EXERCISE DIRECTIONS: In the entries below, count each line where "tools" appears. Give the total and nothing more.

MATERIAL SHOWN:
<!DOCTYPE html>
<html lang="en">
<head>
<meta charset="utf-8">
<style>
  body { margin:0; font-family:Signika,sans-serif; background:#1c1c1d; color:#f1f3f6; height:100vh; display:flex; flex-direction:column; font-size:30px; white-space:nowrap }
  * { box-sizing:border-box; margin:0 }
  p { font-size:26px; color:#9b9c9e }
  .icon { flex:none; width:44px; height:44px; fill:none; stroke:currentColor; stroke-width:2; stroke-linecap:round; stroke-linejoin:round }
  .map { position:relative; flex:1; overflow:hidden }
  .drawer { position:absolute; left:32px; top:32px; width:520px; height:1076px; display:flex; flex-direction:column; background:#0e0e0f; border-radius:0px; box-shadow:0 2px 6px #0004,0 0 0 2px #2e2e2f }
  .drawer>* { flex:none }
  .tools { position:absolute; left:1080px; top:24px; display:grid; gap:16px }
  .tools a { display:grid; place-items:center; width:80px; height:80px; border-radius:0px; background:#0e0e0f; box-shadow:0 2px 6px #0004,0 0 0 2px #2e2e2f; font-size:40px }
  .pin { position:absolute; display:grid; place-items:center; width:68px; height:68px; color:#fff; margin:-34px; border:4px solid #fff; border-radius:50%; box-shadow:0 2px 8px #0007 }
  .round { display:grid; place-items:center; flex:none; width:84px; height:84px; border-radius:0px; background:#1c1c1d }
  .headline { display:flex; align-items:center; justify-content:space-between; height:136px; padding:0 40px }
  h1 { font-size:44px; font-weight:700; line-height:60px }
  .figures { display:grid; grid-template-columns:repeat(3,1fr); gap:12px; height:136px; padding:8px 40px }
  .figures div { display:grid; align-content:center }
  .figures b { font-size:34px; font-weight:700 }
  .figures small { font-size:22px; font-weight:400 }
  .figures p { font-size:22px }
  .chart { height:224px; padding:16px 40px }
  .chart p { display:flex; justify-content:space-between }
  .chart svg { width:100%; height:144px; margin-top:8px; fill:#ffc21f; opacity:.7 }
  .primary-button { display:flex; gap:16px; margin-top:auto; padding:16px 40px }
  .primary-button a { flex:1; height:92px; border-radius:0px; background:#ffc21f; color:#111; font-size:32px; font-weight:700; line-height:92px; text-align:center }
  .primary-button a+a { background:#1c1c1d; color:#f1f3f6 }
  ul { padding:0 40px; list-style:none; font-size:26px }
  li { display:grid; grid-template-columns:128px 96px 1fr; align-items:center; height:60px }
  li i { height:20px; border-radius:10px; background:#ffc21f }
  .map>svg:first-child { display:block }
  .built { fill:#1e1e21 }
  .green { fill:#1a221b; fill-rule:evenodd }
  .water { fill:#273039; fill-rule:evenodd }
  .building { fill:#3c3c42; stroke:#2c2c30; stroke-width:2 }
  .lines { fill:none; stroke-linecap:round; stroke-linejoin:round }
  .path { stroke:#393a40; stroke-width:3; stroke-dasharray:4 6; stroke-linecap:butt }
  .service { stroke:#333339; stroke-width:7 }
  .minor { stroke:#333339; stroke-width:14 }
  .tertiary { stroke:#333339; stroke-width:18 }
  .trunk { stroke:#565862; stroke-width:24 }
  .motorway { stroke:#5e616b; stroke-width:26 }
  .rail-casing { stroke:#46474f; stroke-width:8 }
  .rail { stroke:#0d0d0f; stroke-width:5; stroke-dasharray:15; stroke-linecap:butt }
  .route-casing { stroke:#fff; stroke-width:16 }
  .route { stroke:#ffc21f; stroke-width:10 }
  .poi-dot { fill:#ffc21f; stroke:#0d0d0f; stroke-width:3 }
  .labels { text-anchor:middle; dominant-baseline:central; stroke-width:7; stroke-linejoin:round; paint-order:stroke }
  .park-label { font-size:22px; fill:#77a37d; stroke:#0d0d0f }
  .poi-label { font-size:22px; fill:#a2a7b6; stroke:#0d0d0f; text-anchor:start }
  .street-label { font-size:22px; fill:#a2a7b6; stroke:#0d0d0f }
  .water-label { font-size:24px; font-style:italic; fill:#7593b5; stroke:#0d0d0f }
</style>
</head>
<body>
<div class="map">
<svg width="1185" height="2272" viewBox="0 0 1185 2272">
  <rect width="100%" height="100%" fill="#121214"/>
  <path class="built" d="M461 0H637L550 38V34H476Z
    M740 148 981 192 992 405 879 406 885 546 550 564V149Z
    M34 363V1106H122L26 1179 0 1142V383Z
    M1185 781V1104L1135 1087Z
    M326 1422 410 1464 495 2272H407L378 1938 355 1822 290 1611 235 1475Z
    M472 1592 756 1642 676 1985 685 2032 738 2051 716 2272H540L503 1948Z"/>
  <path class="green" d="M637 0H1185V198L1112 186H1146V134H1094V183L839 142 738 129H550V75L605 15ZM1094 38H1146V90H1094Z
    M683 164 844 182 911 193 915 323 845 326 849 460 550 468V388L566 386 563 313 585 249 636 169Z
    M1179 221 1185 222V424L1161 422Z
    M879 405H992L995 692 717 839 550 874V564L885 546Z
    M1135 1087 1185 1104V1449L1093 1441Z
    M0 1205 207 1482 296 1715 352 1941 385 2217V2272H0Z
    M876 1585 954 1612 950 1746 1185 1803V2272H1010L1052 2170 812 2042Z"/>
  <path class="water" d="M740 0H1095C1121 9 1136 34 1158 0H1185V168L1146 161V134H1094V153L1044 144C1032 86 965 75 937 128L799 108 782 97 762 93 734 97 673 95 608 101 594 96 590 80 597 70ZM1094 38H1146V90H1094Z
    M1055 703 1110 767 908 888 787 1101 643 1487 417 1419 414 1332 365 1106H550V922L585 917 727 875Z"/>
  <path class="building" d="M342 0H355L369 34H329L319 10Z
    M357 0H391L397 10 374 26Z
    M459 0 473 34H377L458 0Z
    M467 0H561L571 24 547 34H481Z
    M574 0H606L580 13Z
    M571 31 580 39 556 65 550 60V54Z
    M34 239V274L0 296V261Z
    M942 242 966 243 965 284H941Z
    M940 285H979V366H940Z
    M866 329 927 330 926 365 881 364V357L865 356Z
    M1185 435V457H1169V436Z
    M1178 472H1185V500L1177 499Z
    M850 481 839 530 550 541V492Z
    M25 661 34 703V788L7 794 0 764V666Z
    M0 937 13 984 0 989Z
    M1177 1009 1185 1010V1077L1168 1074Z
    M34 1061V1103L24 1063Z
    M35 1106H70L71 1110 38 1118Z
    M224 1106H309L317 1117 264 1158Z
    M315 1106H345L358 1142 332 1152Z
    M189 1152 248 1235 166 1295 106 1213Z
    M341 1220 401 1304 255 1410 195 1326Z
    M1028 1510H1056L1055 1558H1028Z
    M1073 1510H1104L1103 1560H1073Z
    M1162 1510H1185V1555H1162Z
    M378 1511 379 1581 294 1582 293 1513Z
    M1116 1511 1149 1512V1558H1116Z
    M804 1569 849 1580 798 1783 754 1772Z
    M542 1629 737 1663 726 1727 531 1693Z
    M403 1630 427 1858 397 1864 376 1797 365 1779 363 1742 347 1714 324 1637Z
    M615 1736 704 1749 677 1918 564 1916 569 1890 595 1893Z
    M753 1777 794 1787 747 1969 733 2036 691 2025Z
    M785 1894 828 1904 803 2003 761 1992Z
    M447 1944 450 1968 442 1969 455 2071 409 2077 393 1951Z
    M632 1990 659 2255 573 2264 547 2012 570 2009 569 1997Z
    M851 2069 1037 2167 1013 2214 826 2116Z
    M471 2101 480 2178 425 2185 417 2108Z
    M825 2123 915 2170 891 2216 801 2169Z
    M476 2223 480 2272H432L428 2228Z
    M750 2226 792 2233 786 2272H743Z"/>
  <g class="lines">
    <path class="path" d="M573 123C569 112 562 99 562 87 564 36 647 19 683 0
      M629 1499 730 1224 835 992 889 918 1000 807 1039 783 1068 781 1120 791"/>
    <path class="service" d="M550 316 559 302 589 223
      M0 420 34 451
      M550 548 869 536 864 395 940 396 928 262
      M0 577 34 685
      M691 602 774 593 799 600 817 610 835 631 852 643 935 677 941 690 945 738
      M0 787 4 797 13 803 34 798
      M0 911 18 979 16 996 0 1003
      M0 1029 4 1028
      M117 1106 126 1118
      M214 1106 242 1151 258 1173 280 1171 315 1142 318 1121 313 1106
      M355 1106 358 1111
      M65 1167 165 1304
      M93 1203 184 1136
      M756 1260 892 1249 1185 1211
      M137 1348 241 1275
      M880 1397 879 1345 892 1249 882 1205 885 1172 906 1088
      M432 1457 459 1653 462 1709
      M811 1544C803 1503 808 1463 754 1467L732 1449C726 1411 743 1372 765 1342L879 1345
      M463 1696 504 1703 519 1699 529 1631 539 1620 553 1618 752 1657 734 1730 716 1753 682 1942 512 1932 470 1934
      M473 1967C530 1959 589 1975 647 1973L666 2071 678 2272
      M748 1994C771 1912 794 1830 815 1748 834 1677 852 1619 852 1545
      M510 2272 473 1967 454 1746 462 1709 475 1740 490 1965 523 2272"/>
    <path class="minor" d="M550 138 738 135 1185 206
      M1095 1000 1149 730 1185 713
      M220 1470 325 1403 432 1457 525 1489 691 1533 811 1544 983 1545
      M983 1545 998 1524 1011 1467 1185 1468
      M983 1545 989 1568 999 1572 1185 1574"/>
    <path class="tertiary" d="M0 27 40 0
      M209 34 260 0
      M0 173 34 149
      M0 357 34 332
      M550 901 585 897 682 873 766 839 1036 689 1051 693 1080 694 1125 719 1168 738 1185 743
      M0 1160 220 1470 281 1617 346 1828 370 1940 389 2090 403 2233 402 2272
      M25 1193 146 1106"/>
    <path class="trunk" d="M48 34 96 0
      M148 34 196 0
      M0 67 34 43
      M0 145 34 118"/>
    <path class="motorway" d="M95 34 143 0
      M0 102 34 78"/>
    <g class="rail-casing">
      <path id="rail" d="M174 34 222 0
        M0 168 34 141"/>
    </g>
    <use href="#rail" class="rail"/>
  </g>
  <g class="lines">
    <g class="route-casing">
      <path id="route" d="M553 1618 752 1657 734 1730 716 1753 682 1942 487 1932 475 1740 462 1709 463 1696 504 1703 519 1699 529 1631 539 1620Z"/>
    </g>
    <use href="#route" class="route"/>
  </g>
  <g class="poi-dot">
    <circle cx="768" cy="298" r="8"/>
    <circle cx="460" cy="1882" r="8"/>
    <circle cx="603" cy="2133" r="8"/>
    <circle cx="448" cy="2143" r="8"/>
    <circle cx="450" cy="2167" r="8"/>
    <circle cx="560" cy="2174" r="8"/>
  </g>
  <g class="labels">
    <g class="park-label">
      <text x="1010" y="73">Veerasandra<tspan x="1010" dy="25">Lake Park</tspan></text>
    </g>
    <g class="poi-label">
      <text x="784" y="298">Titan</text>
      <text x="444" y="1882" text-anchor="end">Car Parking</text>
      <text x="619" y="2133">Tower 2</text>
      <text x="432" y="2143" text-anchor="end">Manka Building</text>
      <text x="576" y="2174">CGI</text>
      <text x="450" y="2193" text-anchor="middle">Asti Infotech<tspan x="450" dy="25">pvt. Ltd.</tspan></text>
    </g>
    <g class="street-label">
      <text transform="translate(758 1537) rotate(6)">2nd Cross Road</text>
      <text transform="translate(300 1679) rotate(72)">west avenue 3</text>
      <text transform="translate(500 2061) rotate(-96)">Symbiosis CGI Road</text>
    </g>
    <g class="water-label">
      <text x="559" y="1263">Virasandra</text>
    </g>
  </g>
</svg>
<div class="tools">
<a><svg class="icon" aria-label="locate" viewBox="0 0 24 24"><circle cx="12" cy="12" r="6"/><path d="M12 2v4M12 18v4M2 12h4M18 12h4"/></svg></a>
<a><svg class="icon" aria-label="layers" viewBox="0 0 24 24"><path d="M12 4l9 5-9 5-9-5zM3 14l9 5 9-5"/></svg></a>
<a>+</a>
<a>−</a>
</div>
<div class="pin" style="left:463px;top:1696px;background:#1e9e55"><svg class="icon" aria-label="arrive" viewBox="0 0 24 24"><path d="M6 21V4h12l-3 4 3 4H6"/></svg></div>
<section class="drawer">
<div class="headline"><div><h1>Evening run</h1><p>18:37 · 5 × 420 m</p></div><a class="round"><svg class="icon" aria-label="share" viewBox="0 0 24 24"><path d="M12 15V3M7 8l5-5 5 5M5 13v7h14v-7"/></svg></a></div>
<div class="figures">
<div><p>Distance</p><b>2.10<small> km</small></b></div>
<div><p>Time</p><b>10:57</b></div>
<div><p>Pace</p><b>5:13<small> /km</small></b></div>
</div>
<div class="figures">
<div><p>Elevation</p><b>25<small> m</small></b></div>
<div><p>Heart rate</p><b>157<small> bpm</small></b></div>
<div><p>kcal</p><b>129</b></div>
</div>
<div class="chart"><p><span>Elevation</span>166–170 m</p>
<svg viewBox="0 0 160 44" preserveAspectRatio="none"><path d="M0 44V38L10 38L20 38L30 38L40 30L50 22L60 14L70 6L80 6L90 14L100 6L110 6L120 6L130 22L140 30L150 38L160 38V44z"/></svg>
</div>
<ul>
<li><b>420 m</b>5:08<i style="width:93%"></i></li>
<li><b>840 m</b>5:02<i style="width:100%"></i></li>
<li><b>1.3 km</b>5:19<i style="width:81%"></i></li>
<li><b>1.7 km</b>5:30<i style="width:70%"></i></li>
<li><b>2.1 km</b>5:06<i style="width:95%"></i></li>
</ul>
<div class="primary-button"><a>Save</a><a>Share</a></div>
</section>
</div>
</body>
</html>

TASK RESULT: 3